Wards of Faerie
- First edition
- Author: Terry Brooks
- Language: English
- Series: The Dark Legacy of Shannara
- Subject: Shannara
- Genre: Fantasy
- Publisher: Del Rey Books
- Publication date: August 21, 2012
- Publication place: United States
- Media type: Print, audiobook, e-book
- Pages: 384 pages
- ISBN: 0345523474
- Preceded by: Straken
- Followed by: Bloodfire Quest

= Wards of Faerie =

2012 novel by Terry Brooks

Wards of Faerie is a fantasy novel by American writer Terry Brooks. Published in 2012, it is the first part of The Dark Legacy of Shannara trilogy. The book was released on August 21, 2012 through Del Rey Books.
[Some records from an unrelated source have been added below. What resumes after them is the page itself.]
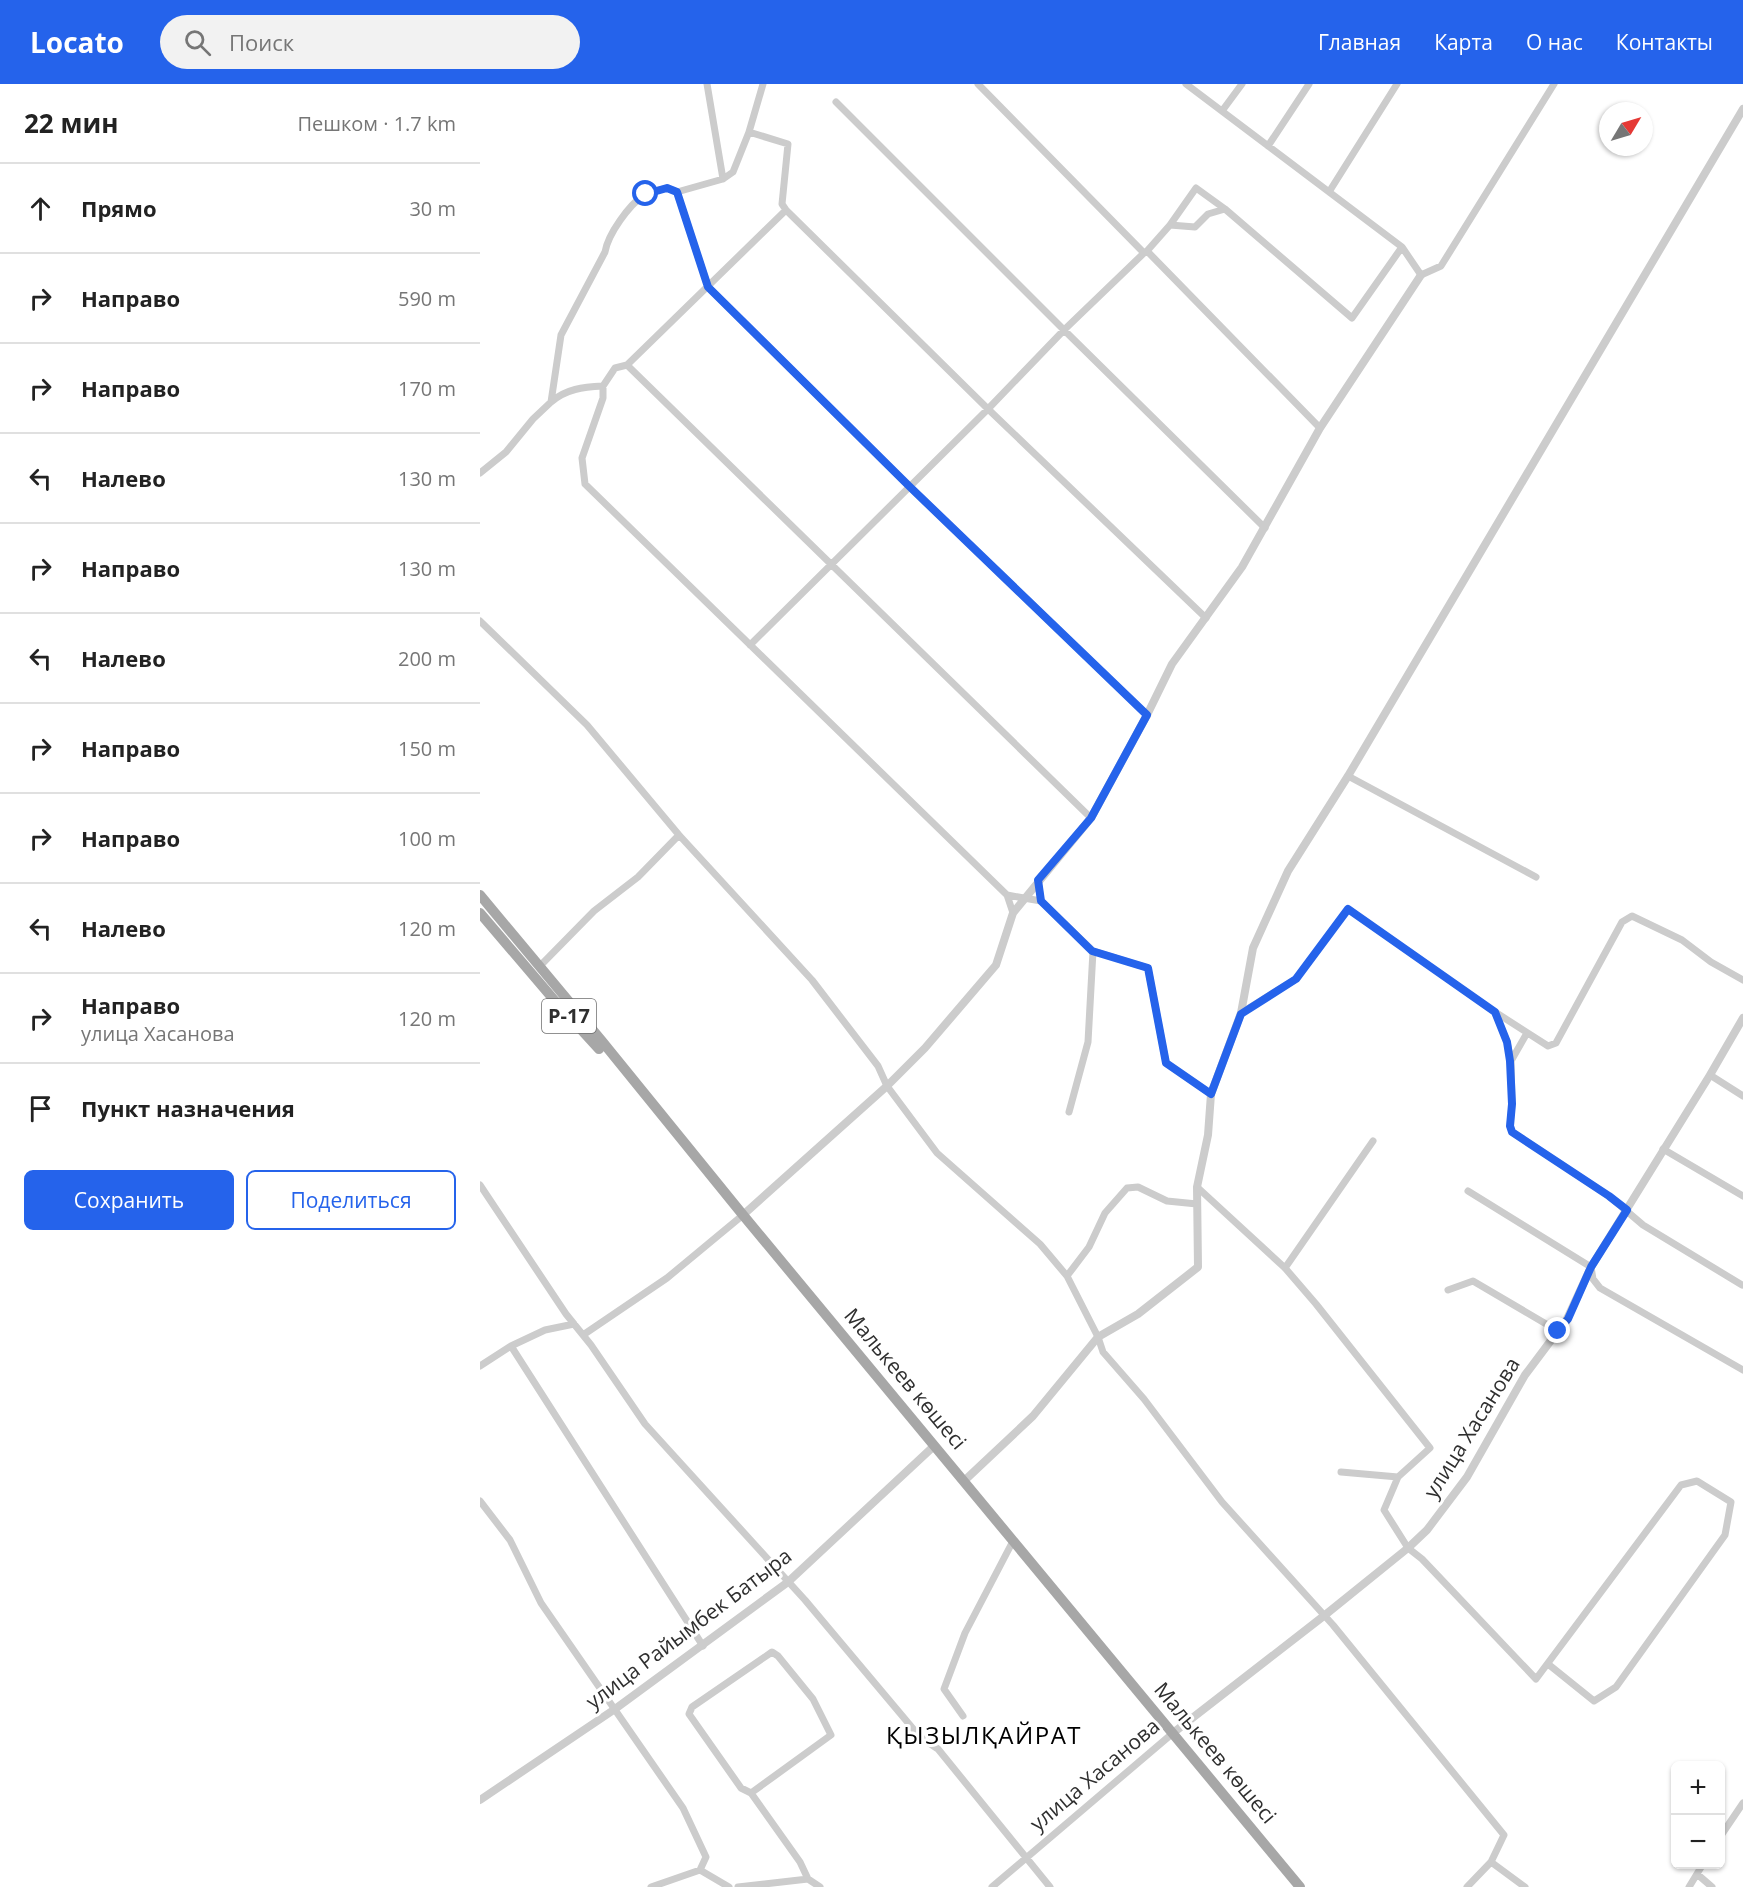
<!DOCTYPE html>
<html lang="ru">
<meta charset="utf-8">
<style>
:root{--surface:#fff;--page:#f2f2f2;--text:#222;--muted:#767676;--line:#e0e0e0;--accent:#2563eb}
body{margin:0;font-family:"Open Sans",sans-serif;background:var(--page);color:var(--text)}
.controls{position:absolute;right:18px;bottom:18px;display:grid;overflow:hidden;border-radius:9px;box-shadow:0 2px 4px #0004}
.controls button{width:54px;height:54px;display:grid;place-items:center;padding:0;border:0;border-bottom:2px solid var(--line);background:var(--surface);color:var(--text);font:30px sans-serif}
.compass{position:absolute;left:1119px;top:18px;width:54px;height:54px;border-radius:50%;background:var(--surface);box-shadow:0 2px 4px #0004;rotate:52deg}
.stop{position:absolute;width:18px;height:18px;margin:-14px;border:4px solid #2563eb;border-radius:50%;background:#fff}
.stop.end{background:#2563eb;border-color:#fff;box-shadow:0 2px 6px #0008}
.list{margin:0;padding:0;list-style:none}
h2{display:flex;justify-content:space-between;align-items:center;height:78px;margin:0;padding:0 24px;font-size:26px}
h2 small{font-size:20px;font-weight:400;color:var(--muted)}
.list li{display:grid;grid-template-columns:39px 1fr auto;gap:18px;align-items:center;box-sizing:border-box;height:90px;padding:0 24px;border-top:2px solid var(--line)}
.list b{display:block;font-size:22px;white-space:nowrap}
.list p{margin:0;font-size:20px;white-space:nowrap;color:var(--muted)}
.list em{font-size:20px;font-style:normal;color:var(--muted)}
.actions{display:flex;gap:12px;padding:18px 24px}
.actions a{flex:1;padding:14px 0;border:2px solid var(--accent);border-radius:9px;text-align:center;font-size:21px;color:var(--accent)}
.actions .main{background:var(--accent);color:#fff}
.icon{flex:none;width:33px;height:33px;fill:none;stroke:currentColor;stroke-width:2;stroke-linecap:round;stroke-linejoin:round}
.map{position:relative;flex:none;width:1263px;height:1803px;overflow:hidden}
header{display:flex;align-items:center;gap:36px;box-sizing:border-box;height:84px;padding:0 30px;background:var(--accent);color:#fff}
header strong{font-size:28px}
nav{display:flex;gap:33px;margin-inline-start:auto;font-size:21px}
.search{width:420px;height:54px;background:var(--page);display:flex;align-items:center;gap:15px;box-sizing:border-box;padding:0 21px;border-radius:33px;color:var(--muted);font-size:22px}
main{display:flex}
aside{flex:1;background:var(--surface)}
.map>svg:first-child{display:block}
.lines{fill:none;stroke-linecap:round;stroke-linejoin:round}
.minor{stroke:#ccc;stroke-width:7}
.tertiary{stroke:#ccc;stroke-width:8}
.primary{stroke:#a7a7a7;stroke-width:10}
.route{stroke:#2563eb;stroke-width:8}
.labels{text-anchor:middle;stroke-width:6;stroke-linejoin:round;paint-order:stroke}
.shield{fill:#fff;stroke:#6d6d6d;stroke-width:1.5}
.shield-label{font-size:20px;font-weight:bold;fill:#2f2f2f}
.street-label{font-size:21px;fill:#2f2f2f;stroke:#fff}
.quarter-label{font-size:24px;letter-spacing:1.5px;fill:#000;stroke:#fff}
</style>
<header>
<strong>Locato</strong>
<div class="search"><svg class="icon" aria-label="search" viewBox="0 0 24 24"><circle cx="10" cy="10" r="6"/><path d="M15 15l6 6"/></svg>Поиск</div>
<nav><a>Главная</a><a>Карта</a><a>О нас</a><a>Контакты</a></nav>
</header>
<main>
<aside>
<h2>22 мин<small>Пешком · 1.7 km</small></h2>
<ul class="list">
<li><svg class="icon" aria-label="ahead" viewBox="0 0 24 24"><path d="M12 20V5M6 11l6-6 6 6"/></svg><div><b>Прямо</b></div><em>30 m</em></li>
<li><svg class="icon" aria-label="right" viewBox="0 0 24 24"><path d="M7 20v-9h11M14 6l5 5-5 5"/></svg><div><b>Направо</b></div><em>590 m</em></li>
<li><svg class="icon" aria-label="right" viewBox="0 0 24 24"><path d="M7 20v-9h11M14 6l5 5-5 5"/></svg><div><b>Направо</b></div><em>170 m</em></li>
<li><svg class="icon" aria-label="left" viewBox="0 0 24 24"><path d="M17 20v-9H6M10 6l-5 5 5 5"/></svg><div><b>Налево</b></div><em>130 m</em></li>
<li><svg class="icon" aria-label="right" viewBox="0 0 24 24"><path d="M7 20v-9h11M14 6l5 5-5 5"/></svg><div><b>Направо</b></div><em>130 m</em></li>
<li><svg class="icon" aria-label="left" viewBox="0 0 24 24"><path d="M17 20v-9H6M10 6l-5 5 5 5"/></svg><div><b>Налево</b></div><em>200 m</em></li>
<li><svg class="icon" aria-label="right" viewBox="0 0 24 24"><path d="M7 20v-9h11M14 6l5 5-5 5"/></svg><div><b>Направо</b></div><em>150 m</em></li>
<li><svg class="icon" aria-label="right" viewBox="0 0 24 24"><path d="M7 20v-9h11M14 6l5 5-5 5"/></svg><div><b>Направо</b></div><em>100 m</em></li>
<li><svg class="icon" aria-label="left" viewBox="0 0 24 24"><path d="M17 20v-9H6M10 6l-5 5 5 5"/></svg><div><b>Налево</b></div><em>120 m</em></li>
<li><svg class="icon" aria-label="right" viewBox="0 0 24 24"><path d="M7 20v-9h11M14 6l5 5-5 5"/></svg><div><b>Направо</b><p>улица Хасанова</p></div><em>120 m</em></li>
<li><svg class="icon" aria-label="arrive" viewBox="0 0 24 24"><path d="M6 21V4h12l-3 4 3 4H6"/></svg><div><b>Пункт назначения</b></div></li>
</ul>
<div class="actions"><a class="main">Сохранить</a><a>Поделиться</a></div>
</aside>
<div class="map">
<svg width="1263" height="1803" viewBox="0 0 1263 1803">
<rect width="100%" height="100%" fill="#fff"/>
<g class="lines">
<path class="minor" d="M227 0 243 95
M498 0 664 169 667 167 840 344
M706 0 922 163
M356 18 584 246 785 444
M742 27 762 0
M269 48 283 0
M788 62 829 0
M849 108 917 0
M306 126 147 281 611 734
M690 141 716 104 745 125
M667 167 690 141 715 143 728 130 745 125 872 234 922 163 941 191 961 182 1074 0
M147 281 135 284 123 302C103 303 86 305 71 318L81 251 125 168C128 150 149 121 164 111 171 107 180 106 187 104L197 108
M123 302V314L102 374 105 400 527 811 561 817 613 867 668 884 686 979 731 1010
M0 389 26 368 53 335 71 318
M0 537 107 641 199 751 332 896 398 982 407 1002 457 1069 560 1160 587 1192 618 1253 623 1268 664 1315 742 1418 853 1541 1024 1751 1011 1778 987 1803
M270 561 508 325 584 246 664 169
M667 631 429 402 228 203 197 108 243 95 253 88 269 48 308 60 302 120 306 126 508 325 726 534
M868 692 1056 793
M558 796 561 817
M527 811 533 829
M59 883 114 827 158 793 199 751
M1015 928 1027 958 1031 977
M761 929 816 895 868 825 1015 928 1068 962 1076 959 1142 838 1152 832 1202 856 1231 878 1263 896
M1047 949 1031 977 1032 1020 1030 1042 1032 1048 1129 1112 1163 1141 1262 1201
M1230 991 1263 1012
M589 1028 608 958 613 867
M1183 1065 1263 1112
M0 1101 86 1230 111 1261 165 1340 325 1516 440 1653 458 1665 570 1803
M717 1103 805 1184 836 1220 950 1364 918 1393 904 1426 928 1464 942 1475 1056 1595 1201 1401 1217 1397 1251 1418 1245 1451 1136 1603 1114 1617 1068 1580
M988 1107 1111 1183 1113 1195 1120 1204 1263 1286
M805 1184 893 1057
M587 1192 609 1163 625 1129 647 1104 658 1103 687 1117 717 1120
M968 1206 993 1197 1078 1247
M103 1251 187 1194 263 1131
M31 1262 223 1562
M0 1282 31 1262 65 1246 94 1240
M861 1388 918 1393
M0 1417 30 1456 61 1519 203 1724 226 1773 220 1786 171 1803
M483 1632 464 1605 485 1549 533 1457
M271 1709 351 1651 333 1615 298 1572 292 1568 212 1623 209 1630 261 1704 271 1709 320 1778 328 1795
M1240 1753 1263 1719
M1011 1778 1045 1803
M220 1786 249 1803
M1217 1790 1232 1803
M258 1803 328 1795 340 1803
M512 1803 693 1649
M1209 1803 1223 1780"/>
<path class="tertiary" d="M263 1131 407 1002 445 964 516 881 533 829 611 734 667 631 692 580 762 483 840 344 941 191
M484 1397 553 1332 618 1253 658 1230 718 1183 717 1103 728 1051 731 1010 761 929 773 864 808 787 868 692 1263 25
M693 1649 845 1531 928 1464 947 1446 987 1393 1045 1291 1087 1235 1111 1183 1230 991 1263 934
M0 1716 135 1625 308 1498 454 1362"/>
<path class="primary" d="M0 811 121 956 263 1131 820 1803
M0 829 75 917 119 965"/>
</g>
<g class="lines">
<path class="route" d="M166 110 187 104 197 108 228 203 429 402 667 631 611 734 558 796 561 817 612 867 668 884 686 979 731 1010 761 930 816 895 868 825 1015 928 1027 958 1030 977 1032 1020 1030 1042 1032 1048 1129 1112 1147 1126 1111 1183 1088 1235 1078 1247"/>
</g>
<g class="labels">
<rect class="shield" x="62" y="915" width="54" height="34" rx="4.5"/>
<g class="shield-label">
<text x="89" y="939">P-17</text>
</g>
<g class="street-label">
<text transform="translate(425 1295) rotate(50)" y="7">Малькеев көшесі</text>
<text transform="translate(992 1344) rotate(-58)" y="7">улица Хасанова</text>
<text transform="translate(209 1545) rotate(-37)" y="7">улица Райымбек Батыра</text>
<text transform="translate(735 1669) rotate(50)" y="7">Малькеев көшесі</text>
<text transform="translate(615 1691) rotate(-40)" y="7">улица Хасанова</text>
</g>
<g class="quarter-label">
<text x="504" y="1660">ҚЫЗЫЛҚАЙРАТ</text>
</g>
</g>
</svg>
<div class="controls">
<button>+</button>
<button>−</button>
</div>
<svg class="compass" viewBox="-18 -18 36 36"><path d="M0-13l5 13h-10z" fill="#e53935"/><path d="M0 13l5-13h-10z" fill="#767676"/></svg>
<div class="stop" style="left:166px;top:110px"></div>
<div class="stop end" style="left:1078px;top:1247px"></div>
</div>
</main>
Set a century after Straken, it chronicles the attempts of Ard Rhys of Paranor Khyber Elessedil as she tries to recover the lost Elfstones.

==Plot summary==
The story takes place in the Four Lands, 100 years after the previous trilogy. People have grown ever increasingly distrustful of magic and its wielders, ever since the Third Council of Druids. The potential to once again find the lost Elfstones of Faerie could change that for the better, assuming that the Ard Rhys survives the attempt.

==Reception==
Critical reception has been mostly positive, with RT Book Reviews giving Wards of Faerie four stars. Kirkus Reviews and Publishers Weekly also gave positive reviews, with Publishers Weekly praising the audiobook's narration.